**What you should do:**
The expected answer is a single number, namely how many lines in the data below hold the word "building".

Stored items

=== Begin Enclosure ===

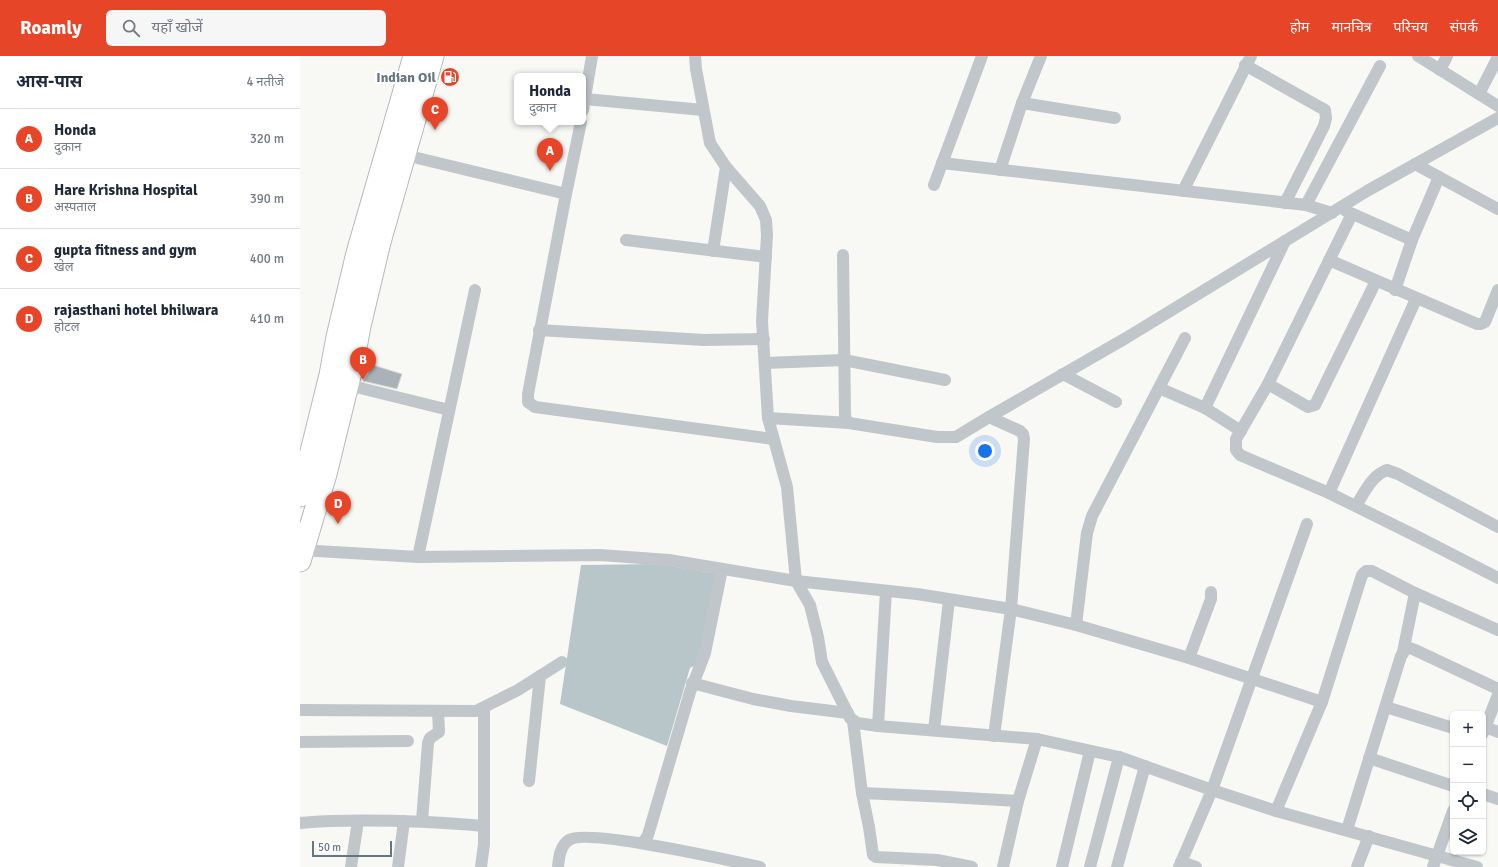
<!DOCTYPE html>
<html lang="hi">
<meta charset="utf-8">
<style>
body{margin:0;font-family:Signika,"Noto Sans Devanagari",sans-serif;background:#f6f6f7;color:#1f2937}
.controls{position:absolute;right:12px;bottom:12px;display:grid;overflow:hidden;border-radius:6px;box-shadow:0 1px 3px #0004}
.controls button{width:36px;height:36px;display:grid;place-items:center;padding:0;border:0;border-bottom:1px solid #e0e1e3;background:#fff;color:#1f2937;font:20px sans-serif}
.scale{position:absolute;left:12px;bottom:10px;width:80px;box-sizing:border-box;padding-left:4px;border:2px solid #637681;border-top:0;font-size:11px;line-height:14px;white-space:nowrap;color:#637681;-webkit-text-stroke:3px #fff;paint-order:stroke}
.you{position:absolute;left:685px;top:395px;width:14px;height:14px;margin:-10px;border:3px solid #fff;border-radius:50%;background:#1a73e8;box-shadow:0 0 0 6px #1a73e833}
.badge{display:grid;place-items:center;width:26px;height:26px;border-radius:50%;background:#e64528;color:#fff;font-size:13px;font-weight:700}
.pin{position:absolute;translate:-50% -33px;filter:drop-shadow(0 1px 2px #0008)}
.pin::after{content:'';position:absolute;top:21px;width:14px;height:12px;background:inherit;clip-path:polygon(0 0,100% 0,50% 100%)}
.popup{position:absolute;left:214px;top:17px;width:72px;height:52px;box-sizing:border-box;display:grid;place-content:center;border-radius:6px;background:#fff;filter:drop-shadow(0 1px 3px #0005);font-size:13px;white-space:nowrap;color:#747a83}
.popup b{font-size:15px;color:#1f2937}
.popup::after{content:'';position:absolute;left:50%;top:100%;margin-left:-8px;border:8px solid transparent;border-top-color:#fff}
.list{margin:0;padding:0;list-style:none}
h2{display:flex;justify-content:space-between;align-items:center;height:52px;margin:0;padding:0 16px;font-size:17px}
h2 small{font-size:13px;font-weight:400;color:#747a83}
.list li{display:grid;grid-template-columns:26px 1fr auto;gap:12px;align-items:center;box-sizing:border-box;height:60px;padding:0 16px;border-top:1px solid #e0e1e3}
.list b{display:block;font-size:15px;white-space:nowrap}
.list p{margin:0;font-size:13px;white-space:nowrap;color:#747a83}
.list em{font-size:13px;font-style:normal;color:#747a83}
.icon{flex:none;width:22px;height:22px;fill:none;stroke:currentColor;stroke-width:2;stroke-linecap:round;stroke-linejoin:round}
.map{position:relative;flex:none;width:1198px;height:811px;overflow:hidden}
header{display:flex;align-items:center;gap:24px;box-sizing:border-box;height:56px;padding:0 20px;background:#e64528;color:#fff}
header strong{font-size:19px}
nav{display:flex;gap:22px;margin-inline-start:auto;font-size:14px}
.search{width:280px;height:36px;background:#f6f6f7;display:flex;align-items:center;gap:10px;box-sizing:border-box;padding:0 14px;border-radius:6px;color:#747a83;font-size:15px}
main{display:flex}
aside{flex:1;background:#fff}
.map>svg:first-child{display:block}
.water{fill:#b8c6c9}
.building{fill:#a8b2b7;stroke:#dadad8}
.lines{fill:none;stroke-linecap:round;stroke-linejoin:round}
.trunk-casing{stroke:#b5b9bc;stroke-width:23}
.minor{stroke:#c1c6ca;stroke-width:12}
.trunk{stroke:#fff;stroke-width:21}
.labels{text-anchor:middle;stroke-width:4;stroke-linejoin:round;paint-order:stroke}
.poi-label{font-size:14px;font-weight:bold;fill:#637681;stroke:#fff;text-anchor:end}
</style>
<header>
<strong>Roamly</strong>
<div class="search"><svg class="icon" aria-label="search" viewBox="0 0 24 24"><circle cx="10" cy="10" r="6"/><path d="M15 15l6 6"/></svg>यहाँ खोजें</div>
<nav><a>होम</a><a>मानचित्र</a><a>परिचय</a><a>संपर्क</a></nav>
</header>
<main>
<aside>
<h2>आस-पास<small>4 नतीजे</small></h2>
<ul class="list">
<li><span class="badge">A</span><div><b>Honda</b><p>दुकान</p></div><em>320 m</em></li>
<li><span class="badge">B</span><div><b>Hare Krishna Hospital</b><p>अस्पताल</p></div><em>390 m</em></li>
<li><span class="badge">C</span><div><b>gupta fitness and gym</b><p>खेल</p></div><em>400 m</em></li>
<li><span class="badge">D</span><div><b>rajasthani hotel bhilwara</b><p>होटल</p></div><em>410 m</em></li>
</ul>
</aside>
<div class="map">
<svg width="1198" height="811" viewBox="0 0 1198 811">
<rect width="100%" height="100%" fill="#f8f8f5"/>
<polygon class="water" points="358,508 419,518 400,607 390,612 367,690 260,648 281,509"/>
<polygon class="building" points="73,309 102,318 97,333 63,325"/>
<g class="lines">
<g class="trunk-casing">
<g id="trunk">
<polyline points="0,440 30,319 37,281 57,197 114,0"/>
<polyline points="0,505 26,418 53,308 60,270 80,186 133,0"/>
</g>
</g>
<g class="minor">
<polyline points="395,0 396,13 410,87 426,111 460,150 466,164 467,179 462,265 468,362 487,431 496,525 510,549 518,581 522,606 550,662 557,667 578,670 737,683 819,701 912,734 976,755 1177,811"/>
<polyline points="1118,0 1198,50"/>
<polyline points="945,9 1025,54 1026,62 1024,70 985,147"/>
<polyline points="1140,14 1147,0"/>
<polyline points="1179,38 1198,1"/>
<polyline points="285,43 403,54"/>
<polyline points="722,47 815,62"/>
<polyline points="283,54 292,0"/>
<polyline points="281,66 266,138 228,338 228,346 235,351 473,383"/>
<polyline points="105,99 266,138"/>
<polyline points="642,107 1006,149 1032,157"/>
<polyline points="1115,108 1198,153"/>
<polyline points="700,114 722,47 741,0"/>
<polyline points="634,129 682,0"/>
<polyline points="883,135 951,0"/>
<polyline points="1006,149 1080,10"/>
<polyline points="1046,155 1112,184 1139,121"/>
<polyline points="1052,158 968,328 936,383 936,394 940,399 1029,437 1114,479 1198,522"/>
<polyline points="326,184 466,201"/>
<polyline points="413,195 426,111"/>
<polyline points="543,199 545,359 546,364 549,367"/>
<polyline points="1029,204 1177,268 1181,268 1185,266 1198,234"/>
<polyline points="1095,234 1112,184"/>
<polyline points="239,274 404,284 464,283"/>
<polyline points="465,307 544,304 645,324"/>
<polyline points="763,318 816,346"/>
<polyline points="968,328 1008,351 1015,349 1076,225"/>
<polyline points="48,329 149,354"/>
<polyline points="859,332 905,352 941,375"/>
<polyline points="905,352 985,185"/>
<polyline points="689,361 720,375 723,378 724,383 711,553 694,680"/>
<polyline points="468,362 549,367 637,381 656,381 689,361 826,282 1067,135 1198,62"/>
<polyline points="1029,437 1116,243"/>
<path d="M1056 450C1064 437 1072 419 1087 414L1098 418 1198 471"/>
<polyline points="0,494 118,501 300,499 369,504 496,525 617,538 711,553 776,569 889,602 1022,646"/>
<polyline points="118,501 175,234"/>
<polyline points="776,569 787,477 792,460 885,282"/>
<polyline points="1103,596 1115,537"/>
<polyline points="889,602 911,543 911,536"/>
<polyline points="392,627 453,643 491,650 548,657"/>
<polyline points="1086,651 1153,672"/>
<polyline points="0,654 176,655 218,634 262,606"/>
<polyline points="553,665 562,737 569,771 573,799 576,801 637,804 672,811"/>
<polyline points="578,670 586,535"/>
<polyline points="1185,671 1198,676"/>
<polyline points="634,674 649,544"/>
<polyline points="1183,677 1198,639"/>
<polyline points="0,686 108,685"/>
<polyline points="1069,702 1153,730"/>
<polyline points="229,725 240,620"/>
<polyline points="562,737 649,741 718,745"/>
<polyline points="1183,738 1198,743"/>
<polyline points="976,755 1022,646 1062,519 1066,515 1072,515 1115,537 1198,574"/>
<polyline points="122,765 128,687 130,682 139,676 138,655"/>
<path d="M0 767C61 762 122 765 184 770"/>
<polyline points="1047,774 1101,600 1106,593 1110,592 1115,594 1198,633"/>
<polyline points="341,787 345,784 348,779 390,636 405,597 422,513"/>
<polyline points="881,806 896,811"/>
<polyline points="51,811 58,765"/>
<polyline points="98,811 104,765"/>
<polyline points="181,811 184,788 184,652"/>
<path d="M258 811C259 801 260 790 269 784 286 772 432 805 460 811"/>
<polyline points="703,811 718,745 737,683"/>
<polyline points="762,811 790,695"/>
<polyline points="790,811 819,701"/>
<polyline points="817,811 845,710"/>
<polyline points="879,811 912,734 1007,468"/>
<polyline points="1057,811 1069,780"/>
<polyline points="1133,811 1153,755"/>
</g>
<use href="#trunk" class="trunk"/>
</g>
<defs>
<g id="fuel-disc" transform="scale(1)"><circle r="9.5" fill="#e64528" stroke="#fff"/><path d="M-5.5-6h7V0h2V4h1.3V-2.5L3-4.5l.8-.8L6-3V5H2.5V1h-1V6h-7ZM-4.2-4.7v3.2H.2V-4.7Z" fill="#fff"/></g>
</defs>
<g fill-rule="evenodd">
<use href="#fuel-disc" x="150" y="21"/>
</g>
<g class="labels">
<g class="poi-label">
<text x="136" y="26">Indian Oil</text>
</g>
</g>
</svg>
<div class="controls">
<button>+</button>
<button>−</button>
<button><svg class="icon" aria-label="locate" viewBox="0 0 24 24"><circle cx="12" cy="12" r="6"/><path d="M12 2v4M12 18v4M2 12h4M18 12h4"/></svg></button>
<button><svg class="icon" aria-label="layers" viewBox="0 0 24 24"><path d="M12 4l9 5-9 5-9-5zM3 14l9 5 9-5"/></svg></button>
</div>
<div class="scale">50 m</div>
<div class="you"></div>
<div class="pin badge" style="left:250px;top:115px">A</div>
<div class="popup"><b>Honda</b>दुकान</div>
<div class="pin badge" style="left:63px;top:324px">B</div>
<div class="pin badge" style="left:135px;top:74px">C</div>
<div class="pin badge" style="left:38px;top:468px">D</div>
</div>
</main>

=== End Enclosure ===

**Written answer:**
2